We will now provide a detailed analysis of the operations performed in the various functional blocks introduced above in FIGS. 4 and 5. It is taken as a fact that the decoder 103 implements and utilizes an LP filter in the course of decoding the narrowband speech signal. This LP filter is designated as the narrowband LP filter, and it is characterized through a set of LP filter coefficients. It is likewise a fact that practically all high quality speech decoders (and encoders) use certain vectors known as LSF or ISF vectors to quantize the LP filter coefficients, so functionally the LP to LSF conversion shown as block 401 in FIG. 4 can even be a part of the decoder 103. Throughout this description we speak about LSF vectors for the sake of consistency, but it is straightforward to a person skilled in the art to apply the description also to the use of ISF vectors.

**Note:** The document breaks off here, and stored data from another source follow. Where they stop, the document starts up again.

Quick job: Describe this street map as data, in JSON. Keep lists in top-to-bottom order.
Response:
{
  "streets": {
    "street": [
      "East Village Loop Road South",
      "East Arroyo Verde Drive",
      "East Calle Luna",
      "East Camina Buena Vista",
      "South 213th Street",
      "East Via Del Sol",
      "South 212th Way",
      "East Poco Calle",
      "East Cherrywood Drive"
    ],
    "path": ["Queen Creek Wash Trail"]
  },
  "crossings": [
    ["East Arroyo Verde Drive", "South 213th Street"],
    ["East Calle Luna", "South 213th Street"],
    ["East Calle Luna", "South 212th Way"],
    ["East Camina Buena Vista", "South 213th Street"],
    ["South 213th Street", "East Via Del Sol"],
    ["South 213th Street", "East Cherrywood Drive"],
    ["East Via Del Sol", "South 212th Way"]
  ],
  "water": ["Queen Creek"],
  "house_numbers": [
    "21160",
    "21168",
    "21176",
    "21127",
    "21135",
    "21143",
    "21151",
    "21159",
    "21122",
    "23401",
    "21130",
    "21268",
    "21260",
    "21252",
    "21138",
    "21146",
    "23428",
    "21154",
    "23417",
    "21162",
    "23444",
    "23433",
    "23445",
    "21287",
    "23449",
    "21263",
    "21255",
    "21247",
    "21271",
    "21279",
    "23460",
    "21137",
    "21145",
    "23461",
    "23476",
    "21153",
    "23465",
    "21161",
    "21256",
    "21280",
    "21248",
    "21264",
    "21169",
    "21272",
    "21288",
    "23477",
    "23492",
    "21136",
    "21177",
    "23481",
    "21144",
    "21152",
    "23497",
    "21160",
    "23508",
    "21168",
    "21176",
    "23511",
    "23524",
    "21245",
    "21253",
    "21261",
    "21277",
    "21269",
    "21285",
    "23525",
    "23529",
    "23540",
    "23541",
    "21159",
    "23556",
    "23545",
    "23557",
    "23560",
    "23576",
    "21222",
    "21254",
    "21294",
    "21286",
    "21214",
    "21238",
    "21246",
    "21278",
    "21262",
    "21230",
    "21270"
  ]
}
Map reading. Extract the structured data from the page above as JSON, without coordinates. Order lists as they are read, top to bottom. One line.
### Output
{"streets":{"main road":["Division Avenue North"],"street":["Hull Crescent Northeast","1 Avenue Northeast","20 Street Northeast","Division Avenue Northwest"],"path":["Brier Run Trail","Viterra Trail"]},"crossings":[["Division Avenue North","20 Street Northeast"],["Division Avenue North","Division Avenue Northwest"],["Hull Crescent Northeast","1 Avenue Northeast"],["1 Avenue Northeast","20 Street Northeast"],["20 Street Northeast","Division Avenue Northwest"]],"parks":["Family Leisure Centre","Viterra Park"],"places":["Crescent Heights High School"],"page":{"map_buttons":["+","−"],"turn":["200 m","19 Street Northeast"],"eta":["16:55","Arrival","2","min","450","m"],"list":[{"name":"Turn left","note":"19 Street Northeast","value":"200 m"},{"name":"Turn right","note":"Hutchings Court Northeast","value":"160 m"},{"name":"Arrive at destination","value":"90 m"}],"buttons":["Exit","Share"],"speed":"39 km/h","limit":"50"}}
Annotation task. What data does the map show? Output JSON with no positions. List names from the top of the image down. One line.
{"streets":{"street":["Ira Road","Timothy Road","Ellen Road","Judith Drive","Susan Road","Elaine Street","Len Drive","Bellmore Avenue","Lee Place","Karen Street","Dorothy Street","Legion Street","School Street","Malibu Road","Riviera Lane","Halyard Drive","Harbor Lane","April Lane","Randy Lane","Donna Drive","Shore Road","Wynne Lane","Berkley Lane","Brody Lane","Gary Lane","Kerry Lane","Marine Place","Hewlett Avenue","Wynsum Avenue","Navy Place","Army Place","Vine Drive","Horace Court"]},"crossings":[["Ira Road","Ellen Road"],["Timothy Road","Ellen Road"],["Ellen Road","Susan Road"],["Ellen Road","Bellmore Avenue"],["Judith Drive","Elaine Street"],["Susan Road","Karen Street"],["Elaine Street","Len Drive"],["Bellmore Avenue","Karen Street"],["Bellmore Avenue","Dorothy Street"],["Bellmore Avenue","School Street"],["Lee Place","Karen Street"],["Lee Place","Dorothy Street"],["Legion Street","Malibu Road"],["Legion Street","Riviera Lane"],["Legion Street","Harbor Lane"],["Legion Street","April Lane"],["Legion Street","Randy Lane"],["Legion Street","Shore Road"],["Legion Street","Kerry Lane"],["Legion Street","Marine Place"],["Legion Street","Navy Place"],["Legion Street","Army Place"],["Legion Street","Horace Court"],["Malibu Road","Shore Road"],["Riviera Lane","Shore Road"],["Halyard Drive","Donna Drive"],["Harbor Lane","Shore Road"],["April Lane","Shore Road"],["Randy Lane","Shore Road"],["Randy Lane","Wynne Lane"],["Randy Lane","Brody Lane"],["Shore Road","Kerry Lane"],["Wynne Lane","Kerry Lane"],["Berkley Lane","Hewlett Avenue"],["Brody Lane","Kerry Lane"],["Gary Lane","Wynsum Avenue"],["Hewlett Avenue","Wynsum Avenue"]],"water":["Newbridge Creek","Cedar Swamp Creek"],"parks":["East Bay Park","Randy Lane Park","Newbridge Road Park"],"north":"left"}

LSF vectors can be represented in either cosine domain, where the vector is actually called the LSP (Line Spectral Pair) vector, or in frequency domain. The cosine domain representation (the LSP vector) is dependent of the sampling rate but the frequency domain representation is not, so if e.g. the decoder 103 is some kind of a stock speech decoder which only offers an LSP vector as input information to the extrapolation block 301, it is preferable to convert the LSP vector first into an LSF vector. The conversion is easily made according to the known formula

$\begin{matrix} f_{n} (i) = \arccos (q_{n} (i)) \frac{F_{s, n}}{π}, i = 0, ⃛, n_{n} - 1, & (1) \end{matrix}$
where the subscript n generally denotes “narrowband”, ƒ_n(i) is the i:th element of the narrowband LSF vector, q_n(i) is the i:th element of the narrowband LSP vector, F_s,nis the narrowband sampling rate and n_nis the order of the narrowband LP filter. Following the definition of LSP and LSF vectors, n_nis also the number of elements in the narrowband LSP and LSF vectors.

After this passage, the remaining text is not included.